_Exercise directions_. Look below for the line that contains "Task: Transcribe the", then copy it and each following line exactly, through and including the line that contains "I am building".

[Stored items]
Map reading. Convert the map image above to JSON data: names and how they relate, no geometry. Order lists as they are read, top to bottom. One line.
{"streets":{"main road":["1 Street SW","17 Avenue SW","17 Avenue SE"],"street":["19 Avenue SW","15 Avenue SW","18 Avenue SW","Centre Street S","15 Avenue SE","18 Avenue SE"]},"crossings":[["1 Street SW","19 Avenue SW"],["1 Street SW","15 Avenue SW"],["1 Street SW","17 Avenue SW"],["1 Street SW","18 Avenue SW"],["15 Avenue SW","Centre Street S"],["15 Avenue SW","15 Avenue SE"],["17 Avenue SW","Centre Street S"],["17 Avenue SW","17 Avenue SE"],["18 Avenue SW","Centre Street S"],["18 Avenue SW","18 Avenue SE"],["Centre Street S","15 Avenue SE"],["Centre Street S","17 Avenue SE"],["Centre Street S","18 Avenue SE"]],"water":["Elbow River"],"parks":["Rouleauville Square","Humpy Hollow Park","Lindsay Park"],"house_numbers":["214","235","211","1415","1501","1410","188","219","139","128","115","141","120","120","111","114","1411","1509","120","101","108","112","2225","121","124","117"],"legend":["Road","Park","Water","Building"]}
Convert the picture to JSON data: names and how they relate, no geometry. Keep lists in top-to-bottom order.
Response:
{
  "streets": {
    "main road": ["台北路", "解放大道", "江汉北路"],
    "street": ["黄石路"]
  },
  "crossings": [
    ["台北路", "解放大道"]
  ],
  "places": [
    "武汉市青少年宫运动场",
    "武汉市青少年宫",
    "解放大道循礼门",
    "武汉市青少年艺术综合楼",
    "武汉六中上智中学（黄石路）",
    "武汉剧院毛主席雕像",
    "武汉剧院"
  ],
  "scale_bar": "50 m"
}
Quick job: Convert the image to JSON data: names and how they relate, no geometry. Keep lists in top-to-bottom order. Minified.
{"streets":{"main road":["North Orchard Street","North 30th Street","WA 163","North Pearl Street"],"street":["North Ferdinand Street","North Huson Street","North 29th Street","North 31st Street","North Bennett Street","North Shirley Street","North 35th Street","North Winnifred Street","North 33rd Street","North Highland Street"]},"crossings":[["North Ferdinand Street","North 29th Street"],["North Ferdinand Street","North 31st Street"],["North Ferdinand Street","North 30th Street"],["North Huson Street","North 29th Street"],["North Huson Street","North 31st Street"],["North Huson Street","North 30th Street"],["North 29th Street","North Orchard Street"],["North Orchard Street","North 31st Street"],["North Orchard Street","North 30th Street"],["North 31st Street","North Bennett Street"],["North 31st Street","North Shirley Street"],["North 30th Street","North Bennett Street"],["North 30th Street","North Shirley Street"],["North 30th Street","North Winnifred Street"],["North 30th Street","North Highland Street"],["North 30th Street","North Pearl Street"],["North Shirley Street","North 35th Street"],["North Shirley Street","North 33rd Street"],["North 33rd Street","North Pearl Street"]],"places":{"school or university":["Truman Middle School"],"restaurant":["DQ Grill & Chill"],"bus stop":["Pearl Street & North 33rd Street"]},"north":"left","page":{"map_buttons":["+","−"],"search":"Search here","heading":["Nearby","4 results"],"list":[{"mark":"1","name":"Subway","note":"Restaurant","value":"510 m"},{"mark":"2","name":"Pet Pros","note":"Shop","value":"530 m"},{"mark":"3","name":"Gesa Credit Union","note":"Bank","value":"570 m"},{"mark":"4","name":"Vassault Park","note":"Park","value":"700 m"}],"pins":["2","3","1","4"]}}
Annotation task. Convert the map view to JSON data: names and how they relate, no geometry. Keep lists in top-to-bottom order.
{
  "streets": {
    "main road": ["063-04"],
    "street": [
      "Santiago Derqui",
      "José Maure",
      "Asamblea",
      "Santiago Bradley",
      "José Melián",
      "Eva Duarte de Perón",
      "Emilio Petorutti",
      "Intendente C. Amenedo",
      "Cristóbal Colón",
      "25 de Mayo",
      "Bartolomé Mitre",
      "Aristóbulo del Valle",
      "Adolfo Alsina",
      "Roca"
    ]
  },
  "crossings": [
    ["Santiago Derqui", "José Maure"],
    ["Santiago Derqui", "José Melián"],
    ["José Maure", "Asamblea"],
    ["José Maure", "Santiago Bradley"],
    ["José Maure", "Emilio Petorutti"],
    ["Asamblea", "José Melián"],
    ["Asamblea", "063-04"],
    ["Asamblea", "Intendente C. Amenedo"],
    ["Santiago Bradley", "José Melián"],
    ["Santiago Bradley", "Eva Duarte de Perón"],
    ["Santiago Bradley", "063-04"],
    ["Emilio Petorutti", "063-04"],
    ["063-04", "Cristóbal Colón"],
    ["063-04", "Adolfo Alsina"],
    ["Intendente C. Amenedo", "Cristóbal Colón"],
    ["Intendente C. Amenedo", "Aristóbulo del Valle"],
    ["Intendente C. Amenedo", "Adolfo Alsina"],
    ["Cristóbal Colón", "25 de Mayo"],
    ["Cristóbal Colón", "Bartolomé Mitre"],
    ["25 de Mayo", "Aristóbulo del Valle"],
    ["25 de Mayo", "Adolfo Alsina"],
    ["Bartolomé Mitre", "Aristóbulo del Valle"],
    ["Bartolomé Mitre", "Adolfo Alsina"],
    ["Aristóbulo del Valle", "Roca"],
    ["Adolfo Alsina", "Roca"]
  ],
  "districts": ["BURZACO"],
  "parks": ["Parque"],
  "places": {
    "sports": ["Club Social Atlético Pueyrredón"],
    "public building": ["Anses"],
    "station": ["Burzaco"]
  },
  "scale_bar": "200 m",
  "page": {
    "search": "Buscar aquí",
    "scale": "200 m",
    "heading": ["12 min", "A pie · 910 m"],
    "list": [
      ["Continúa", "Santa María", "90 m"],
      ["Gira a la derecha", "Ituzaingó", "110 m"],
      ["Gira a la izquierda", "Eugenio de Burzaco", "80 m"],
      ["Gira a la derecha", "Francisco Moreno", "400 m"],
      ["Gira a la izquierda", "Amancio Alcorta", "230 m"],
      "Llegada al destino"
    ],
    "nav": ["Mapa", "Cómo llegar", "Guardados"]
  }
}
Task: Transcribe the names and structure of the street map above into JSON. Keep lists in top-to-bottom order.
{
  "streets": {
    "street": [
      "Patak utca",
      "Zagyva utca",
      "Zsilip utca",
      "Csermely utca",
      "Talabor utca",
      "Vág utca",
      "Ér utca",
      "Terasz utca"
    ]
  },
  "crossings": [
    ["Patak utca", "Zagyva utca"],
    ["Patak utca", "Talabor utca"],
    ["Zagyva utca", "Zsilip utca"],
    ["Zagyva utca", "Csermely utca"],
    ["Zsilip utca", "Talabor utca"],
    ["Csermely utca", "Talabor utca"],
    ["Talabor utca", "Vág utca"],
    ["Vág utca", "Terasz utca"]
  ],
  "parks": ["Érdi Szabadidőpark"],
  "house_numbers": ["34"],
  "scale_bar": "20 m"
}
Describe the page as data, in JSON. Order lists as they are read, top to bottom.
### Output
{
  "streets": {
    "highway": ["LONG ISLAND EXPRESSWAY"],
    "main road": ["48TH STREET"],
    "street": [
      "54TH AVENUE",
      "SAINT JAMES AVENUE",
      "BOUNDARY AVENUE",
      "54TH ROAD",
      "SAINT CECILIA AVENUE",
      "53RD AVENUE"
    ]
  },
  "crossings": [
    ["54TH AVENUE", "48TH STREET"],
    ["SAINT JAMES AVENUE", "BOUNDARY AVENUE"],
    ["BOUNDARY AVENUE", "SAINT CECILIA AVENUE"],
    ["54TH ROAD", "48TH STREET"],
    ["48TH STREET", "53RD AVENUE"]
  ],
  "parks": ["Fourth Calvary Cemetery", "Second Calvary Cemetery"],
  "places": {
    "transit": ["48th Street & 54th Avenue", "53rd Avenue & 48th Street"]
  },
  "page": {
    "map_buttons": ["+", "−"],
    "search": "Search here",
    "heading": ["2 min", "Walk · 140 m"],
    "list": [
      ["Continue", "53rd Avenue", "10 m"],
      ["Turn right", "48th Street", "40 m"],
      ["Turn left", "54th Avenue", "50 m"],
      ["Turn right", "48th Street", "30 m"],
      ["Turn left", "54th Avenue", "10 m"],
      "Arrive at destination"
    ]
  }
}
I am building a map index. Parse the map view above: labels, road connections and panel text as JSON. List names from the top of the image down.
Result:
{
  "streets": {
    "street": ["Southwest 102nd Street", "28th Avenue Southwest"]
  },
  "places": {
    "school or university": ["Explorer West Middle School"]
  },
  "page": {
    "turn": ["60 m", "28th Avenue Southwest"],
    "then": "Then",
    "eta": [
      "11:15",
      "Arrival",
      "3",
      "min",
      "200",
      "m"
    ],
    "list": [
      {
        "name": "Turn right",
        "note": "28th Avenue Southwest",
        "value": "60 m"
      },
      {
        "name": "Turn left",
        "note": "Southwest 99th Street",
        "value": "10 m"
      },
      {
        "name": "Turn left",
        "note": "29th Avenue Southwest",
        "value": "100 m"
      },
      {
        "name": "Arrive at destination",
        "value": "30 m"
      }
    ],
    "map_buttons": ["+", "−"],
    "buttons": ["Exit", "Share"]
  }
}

_Response_.
Task: Transcribe the names and structure of the street map above into JSON. Keep lists in top-to-bottom order.
{
  "streets": {
    "street": [
      "Patak utca",
      "Zagyva utca",
      "Zsilip utca",
      "Csermely utca",
      "Talabor utca",
      "Vág utca",
      "Ér utca",
      "Terasz utca"
    ]
  },
  "crossings": [
    ["Patak utca", "Zagyva utca"],
    ["Patak utca", "Talabor utca"],
    ["Zagyva utca", "Zsilip utca"],
    ["Zagyva utca", "Csermely utca"],
    ["Zsilip utca", "Talabor utca"],
    ["Csermely utca", "Talabor utca"],
    ["Talabor utca", "Vág utca"],
    ["Vág utca", "Terasz utca"]
  ],
  "parks": ["Érdi Szabadidőpark"],
  "house_numbers": ["34"],
  "scale_bar": "20 m"
}
Describe the page as data, in JSON. Order lists as they are read, top to bottom.
### Output
{
  "streets": {
    "highway": ["LONG ISLAND EXPRESSWAY"],
    "main road": ["48TH STREET"],
    "street": [
      "54TH AVENUE",
      "SAINT JAMES AVENUE",
      "BOUNDARY AVENUE",
      "54TH ROAD",
      "SAINT CECILIA AVENUE",
      "53RD AVENUE"
    ]
  },
  "crossings": [
    ["54TH AVENUE", "48TH STREET"],
    ["SAINT JAMES AVENUE", "BOUNDARY AVENUE"],
    ["BOUNDARY AVENUE", "SAINT CECILIA AVENUE"],
    ["54TH ROAD", "48TH STREET"],
    ["48TH STREET", "53RD AVENUE"]
  ],
  "parks": ["Fourth Calvary Cemetery", "Second Calvary Cemetery"],
  "places": {
    "transit": ["48th Street & 54th Avenue", "53rd Avenue & 48th Street"]
  },
  "page": {
    "map_buttons": ["+", "−"],
    "search": "Search here",
    "heading": ["2 min", "Walk · 140 m"],
    "list": [
      ["Continue", "53rd Avenue", "10 m"],
      ["Turn right", "48th Street", "40 m"],
      ["Turn left", "54th Avenue", "50 m"],
      ["Turn right", "48th Street", "30 m"],
      ["Turn left", "54th Avenue", "10 m"],
      "Arrive at destination"
    ]
  }
}
I am building a map index. Parse the map view above: labels, road connections and panel text as JSON. List names from the top of the image down.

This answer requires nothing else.